A national obsession

Hassan’s choice of using tea as an instrument is deeply intertwined with Pakistan’s obsession with this cherished beverage. Chai (tea) is very much embedded in our culture and it can be easily said that it is a huge part of who we are.

It's a household essential that exists in a variety and abundance irrespective of inflation or affordability issues. Pakistanis enjoy a bewildering array of tea choices; doodh patti, karrak chai, Kashmiri chai, masala chai, tandoori chai, herbal tea and even the good old danedar [granular] tea bag.

Some people have tea either in the mornings or evenings, but most prefer it twice a day, while there are many who don’t need an excuse to have tea or anything is an excuse for them to have tea several times a day.
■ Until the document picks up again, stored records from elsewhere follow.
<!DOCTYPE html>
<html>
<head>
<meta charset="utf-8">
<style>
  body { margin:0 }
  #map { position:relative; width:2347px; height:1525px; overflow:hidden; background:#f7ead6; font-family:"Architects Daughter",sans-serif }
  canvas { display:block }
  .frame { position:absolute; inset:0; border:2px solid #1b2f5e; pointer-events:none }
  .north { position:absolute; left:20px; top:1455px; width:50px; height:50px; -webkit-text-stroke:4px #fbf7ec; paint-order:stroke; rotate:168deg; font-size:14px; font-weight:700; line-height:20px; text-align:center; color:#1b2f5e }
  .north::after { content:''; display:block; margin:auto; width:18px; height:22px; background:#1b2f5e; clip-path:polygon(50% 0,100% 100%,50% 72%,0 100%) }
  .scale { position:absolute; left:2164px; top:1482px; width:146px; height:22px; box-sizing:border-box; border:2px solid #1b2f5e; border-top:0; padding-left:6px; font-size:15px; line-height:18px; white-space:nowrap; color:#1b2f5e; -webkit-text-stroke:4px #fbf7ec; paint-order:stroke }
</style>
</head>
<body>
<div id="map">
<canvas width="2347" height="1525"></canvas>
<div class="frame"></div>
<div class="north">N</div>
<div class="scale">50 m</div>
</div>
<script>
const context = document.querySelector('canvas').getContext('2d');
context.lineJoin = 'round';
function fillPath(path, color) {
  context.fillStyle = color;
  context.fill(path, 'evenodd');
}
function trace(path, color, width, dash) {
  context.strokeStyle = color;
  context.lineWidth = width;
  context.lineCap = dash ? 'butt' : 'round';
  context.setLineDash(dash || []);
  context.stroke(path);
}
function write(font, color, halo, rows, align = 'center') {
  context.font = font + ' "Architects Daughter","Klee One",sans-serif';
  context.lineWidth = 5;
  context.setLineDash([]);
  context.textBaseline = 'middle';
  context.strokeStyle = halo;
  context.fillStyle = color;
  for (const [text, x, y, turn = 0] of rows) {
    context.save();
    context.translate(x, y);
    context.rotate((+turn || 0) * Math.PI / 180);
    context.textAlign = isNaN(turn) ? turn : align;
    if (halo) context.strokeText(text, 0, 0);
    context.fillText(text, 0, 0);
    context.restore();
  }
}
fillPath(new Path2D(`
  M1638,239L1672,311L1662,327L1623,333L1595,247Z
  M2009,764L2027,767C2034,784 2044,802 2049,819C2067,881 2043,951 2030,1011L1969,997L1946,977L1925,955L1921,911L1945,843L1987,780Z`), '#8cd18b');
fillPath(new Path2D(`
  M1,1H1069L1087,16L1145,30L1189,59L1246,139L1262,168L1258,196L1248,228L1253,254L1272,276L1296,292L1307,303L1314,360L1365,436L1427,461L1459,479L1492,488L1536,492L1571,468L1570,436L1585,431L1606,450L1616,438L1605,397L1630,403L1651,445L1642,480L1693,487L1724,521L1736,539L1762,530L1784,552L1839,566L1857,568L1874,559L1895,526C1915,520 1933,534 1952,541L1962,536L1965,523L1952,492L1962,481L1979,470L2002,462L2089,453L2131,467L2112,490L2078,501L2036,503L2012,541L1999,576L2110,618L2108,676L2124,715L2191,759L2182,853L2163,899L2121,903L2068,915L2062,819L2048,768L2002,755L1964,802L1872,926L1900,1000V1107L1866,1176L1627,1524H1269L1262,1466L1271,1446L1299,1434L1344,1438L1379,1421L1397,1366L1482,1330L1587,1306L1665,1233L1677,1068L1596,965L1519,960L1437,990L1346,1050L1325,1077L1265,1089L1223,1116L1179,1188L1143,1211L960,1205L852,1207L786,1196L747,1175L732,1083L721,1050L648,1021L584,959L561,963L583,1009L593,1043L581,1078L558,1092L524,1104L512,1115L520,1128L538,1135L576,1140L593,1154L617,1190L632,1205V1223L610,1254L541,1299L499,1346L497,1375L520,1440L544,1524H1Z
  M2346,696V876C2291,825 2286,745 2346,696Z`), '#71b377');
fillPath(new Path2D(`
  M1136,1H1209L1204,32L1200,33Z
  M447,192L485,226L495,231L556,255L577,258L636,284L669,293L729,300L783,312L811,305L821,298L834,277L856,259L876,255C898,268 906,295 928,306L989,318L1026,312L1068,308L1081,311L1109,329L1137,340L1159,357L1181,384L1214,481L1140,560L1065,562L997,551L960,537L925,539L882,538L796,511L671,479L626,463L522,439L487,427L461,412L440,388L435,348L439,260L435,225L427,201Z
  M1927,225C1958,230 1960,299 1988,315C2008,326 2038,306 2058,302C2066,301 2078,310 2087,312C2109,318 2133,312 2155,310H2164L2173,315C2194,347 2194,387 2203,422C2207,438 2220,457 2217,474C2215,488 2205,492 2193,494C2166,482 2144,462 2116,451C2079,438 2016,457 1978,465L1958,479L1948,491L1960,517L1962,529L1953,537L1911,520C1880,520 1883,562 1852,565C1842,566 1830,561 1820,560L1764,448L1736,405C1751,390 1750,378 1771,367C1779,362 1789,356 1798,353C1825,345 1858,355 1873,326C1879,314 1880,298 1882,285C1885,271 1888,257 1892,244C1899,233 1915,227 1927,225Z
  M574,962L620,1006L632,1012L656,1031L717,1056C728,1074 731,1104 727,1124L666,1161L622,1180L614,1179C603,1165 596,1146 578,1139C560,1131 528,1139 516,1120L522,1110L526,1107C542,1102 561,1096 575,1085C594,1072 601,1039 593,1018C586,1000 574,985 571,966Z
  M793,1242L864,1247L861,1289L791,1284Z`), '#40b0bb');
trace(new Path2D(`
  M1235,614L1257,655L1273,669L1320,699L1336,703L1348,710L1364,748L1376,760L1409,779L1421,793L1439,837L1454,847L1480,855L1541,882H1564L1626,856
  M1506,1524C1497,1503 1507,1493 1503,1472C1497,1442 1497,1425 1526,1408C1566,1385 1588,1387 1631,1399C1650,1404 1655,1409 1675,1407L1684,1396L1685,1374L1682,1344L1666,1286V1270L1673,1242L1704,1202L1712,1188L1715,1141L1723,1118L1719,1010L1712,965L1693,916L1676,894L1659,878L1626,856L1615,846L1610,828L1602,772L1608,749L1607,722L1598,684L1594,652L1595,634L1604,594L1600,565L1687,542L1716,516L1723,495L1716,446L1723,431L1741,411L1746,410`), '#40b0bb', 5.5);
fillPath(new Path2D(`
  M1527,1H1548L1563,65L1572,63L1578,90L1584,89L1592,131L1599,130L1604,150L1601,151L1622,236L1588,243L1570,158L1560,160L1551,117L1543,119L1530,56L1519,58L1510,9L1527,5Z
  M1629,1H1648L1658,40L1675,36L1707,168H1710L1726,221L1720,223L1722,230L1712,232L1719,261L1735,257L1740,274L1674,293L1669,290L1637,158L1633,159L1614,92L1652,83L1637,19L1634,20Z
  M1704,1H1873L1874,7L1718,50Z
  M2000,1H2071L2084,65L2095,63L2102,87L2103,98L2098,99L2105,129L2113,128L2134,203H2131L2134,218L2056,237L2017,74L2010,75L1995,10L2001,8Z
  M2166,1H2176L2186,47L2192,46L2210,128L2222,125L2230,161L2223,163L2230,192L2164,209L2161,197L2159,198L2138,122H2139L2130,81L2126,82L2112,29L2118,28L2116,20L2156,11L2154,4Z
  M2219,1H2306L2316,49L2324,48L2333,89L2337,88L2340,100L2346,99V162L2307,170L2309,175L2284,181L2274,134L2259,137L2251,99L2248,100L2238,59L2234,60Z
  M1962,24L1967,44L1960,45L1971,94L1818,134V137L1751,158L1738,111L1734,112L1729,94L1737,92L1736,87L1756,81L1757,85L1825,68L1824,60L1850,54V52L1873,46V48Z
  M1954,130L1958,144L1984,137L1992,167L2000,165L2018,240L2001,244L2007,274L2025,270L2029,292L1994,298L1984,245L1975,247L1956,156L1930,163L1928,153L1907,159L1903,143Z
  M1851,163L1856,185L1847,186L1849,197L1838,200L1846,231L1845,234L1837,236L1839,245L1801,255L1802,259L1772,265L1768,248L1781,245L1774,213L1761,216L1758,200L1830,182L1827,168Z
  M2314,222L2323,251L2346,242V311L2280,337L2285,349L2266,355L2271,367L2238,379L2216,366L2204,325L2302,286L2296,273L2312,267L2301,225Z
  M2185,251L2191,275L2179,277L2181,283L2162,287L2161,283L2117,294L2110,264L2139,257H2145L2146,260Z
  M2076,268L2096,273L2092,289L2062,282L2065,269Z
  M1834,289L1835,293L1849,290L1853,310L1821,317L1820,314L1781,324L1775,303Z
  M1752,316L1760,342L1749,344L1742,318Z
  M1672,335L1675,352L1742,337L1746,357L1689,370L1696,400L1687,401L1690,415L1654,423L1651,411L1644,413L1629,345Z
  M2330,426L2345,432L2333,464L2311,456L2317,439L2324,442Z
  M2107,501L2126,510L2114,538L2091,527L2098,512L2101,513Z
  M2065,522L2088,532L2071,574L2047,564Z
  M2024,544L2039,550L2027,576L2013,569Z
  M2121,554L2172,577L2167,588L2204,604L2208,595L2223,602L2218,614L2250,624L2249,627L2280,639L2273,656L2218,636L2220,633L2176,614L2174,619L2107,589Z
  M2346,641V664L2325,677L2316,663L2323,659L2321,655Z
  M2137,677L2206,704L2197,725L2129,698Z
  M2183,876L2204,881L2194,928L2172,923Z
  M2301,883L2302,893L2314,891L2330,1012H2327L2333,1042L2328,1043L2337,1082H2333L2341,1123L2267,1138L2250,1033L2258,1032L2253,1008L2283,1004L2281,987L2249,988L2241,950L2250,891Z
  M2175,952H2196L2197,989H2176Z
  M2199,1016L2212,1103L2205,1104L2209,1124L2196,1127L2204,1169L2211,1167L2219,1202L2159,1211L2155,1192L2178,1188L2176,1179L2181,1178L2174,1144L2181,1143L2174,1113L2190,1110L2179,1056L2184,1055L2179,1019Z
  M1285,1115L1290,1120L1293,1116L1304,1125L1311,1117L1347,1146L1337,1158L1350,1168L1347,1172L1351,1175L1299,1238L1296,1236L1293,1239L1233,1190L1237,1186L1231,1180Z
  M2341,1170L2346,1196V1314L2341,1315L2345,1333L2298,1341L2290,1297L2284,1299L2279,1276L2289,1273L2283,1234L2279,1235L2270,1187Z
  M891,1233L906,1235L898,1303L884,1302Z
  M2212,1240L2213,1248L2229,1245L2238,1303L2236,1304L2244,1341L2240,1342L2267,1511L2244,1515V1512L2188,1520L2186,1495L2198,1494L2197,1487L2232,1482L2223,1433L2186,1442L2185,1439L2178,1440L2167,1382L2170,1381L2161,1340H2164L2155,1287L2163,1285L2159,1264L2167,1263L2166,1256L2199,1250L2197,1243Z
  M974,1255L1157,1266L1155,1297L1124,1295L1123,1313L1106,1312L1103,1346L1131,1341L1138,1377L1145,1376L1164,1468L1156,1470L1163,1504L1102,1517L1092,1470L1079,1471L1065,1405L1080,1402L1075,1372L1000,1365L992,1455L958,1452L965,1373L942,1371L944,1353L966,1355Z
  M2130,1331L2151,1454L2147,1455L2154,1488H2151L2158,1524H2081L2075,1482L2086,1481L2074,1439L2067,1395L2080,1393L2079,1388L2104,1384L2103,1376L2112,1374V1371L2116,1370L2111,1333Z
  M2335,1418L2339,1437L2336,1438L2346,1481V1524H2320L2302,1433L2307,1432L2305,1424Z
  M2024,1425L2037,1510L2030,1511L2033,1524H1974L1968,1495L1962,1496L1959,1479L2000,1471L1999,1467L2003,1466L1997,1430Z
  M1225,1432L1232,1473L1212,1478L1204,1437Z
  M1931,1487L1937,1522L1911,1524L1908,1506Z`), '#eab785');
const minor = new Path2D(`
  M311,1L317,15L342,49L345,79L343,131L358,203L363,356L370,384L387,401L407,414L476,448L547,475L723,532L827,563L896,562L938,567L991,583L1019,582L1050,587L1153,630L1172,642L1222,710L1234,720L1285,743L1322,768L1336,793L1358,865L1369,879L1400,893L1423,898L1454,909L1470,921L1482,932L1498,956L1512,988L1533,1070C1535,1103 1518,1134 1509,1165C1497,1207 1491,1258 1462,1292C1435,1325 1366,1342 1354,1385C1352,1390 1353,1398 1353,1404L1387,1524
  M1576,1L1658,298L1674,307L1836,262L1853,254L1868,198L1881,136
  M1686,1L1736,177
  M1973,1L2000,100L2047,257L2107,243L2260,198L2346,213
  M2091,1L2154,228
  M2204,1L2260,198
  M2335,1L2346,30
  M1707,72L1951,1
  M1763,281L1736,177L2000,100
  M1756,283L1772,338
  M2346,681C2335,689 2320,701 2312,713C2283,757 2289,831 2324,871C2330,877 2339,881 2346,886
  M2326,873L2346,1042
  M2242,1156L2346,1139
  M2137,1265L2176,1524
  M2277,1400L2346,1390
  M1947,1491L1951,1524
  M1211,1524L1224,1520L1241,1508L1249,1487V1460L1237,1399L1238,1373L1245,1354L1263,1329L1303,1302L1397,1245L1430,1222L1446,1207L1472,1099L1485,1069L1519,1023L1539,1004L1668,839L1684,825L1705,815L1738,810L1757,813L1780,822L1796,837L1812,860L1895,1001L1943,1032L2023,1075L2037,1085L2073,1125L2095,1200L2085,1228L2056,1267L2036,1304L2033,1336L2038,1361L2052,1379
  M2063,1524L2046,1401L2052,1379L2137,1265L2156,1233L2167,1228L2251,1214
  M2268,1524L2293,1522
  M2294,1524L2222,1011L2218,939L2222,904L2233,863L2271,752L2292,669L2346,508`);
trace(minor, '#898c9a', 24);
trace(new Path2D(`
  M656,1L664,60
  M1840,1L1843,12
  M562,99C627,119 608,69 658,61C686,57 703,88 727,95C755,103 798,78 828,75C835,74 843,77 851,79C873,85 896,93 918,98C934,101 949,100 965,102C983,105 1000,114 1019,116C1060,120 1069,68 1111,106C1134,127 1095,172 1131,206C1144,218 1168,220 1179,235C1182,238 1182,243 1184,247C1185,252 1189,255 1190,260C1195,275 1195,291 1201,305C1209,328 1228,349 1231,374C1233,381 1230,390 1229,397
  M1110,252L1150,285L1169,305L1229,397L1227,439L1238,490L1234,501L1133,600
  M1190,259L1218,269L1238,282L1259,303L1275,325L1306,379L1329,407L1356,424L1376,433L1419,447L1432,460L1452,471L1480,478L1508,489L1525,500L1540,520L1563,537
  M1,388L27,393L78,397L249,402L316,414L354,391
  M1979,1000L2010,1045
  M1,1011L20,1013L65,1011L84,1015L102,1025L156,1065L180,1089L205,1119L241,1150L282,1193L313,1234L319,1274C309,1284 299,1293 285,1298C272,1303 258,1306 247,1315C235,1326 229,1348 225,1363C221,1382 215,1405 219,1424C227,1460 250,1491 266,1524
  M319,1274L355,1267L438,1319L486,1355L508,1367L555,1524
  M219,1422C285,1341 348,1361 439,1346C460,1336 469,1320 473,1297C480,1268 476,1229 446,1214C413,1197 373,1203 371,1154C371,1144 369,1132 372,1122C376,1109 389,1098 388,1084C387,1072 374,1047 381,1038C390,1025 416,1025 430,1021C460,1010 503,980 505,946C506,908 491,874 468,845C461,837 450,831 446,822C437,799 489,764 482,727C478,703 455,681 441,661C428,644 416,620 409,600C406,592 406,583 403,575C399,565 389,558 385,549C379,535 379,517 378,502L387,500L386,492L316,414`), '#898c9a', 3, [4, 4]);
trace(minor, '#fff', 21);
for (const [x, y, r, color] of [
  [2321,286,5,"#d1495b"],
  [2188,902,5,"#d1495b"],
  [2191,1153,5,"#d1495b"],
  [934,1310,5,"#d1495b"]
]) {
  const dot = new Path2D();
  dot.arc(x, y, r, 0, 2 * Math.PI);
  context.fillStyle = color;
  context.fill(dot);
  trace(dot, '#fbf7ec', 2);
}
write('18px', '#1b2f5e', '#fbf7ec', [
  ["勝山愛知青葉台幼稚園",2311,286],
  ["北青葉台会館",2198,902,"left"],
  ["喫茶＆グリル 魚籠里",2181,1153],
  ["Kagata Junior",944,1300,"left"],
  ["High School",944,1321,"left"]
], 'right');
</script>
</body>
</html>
In this way, tea shapes not only schedules but also centres round lifestyles, creating an unbreakable cultural bond.

It connects families on special occasions such as Eid, weddings or social gatherings such as watching cricket matches together, moviethons etc. It also unifies them on just about any day to sit and unwind with family or friends over a cup of tea. Guests never leave without having a cup of tea, and even the slightest hint of rain triggers the cultural need for tea. It is an age-old quick remedy for headaches, cure for boredom and a buffer/filler for awkward conversations.

This culture of tea-drinking gave rise to dhabas [roadside restaurants], where you sit down and have tea after a long day of work. At the same time, rishtas [marriage proposals] are finalised over a cup of chai, and from college friends in the cafeteria to aunties in their posh drawing room, all find solace in their tea-parties to relax and gossip.

This tea obsession took a human form in 2016, when a blue-eyed chai-wallah was photographed at Islamabad's Sunday Bazaar, and became an overnight sensation. After all, he possessed two things we love most; good looks and knowing how to make tea.

In 2022, Pakistanis had a meltdown [also on the internet] when Ahsan Iqbal, Federal Minister for Planning and Development, told the nation to reduce their tea consumption by one or two cups per day to save forex reserves, because tea imports were putting additional financial strain on the government.

Tea is a socially accepted addiction in the sense that it is weirder if you’re not addicted to it. Yet this tradition, like many others, does not come without baggage.

It's not so much the tea itself that’s the problem, but rather the burdens and expectations around brewing the perfect cup of tea, which as Hassan highlights more often than not disproportionately falls on women, who are held under a microscope, judged by the quality and perfection of a cup of tea. Chai bohat achhi banaati hai hamari beti [our daughter makes very nice tea], is the opening line for describing the daughters’ skills and achievements to the prospective in-laws at the time of their marriage proposal.

Quest for acceptance

Through her art, Hassan challenges traditional gender roles and expectations, urging for women to be viewed beyond perfection. She wilfully rejects the onus of their being, narrowed down to a cup of tea. Her work is an important reminder to keep pushing for societal progression when it comes to not only equal rights, but also equal expectations for all genders.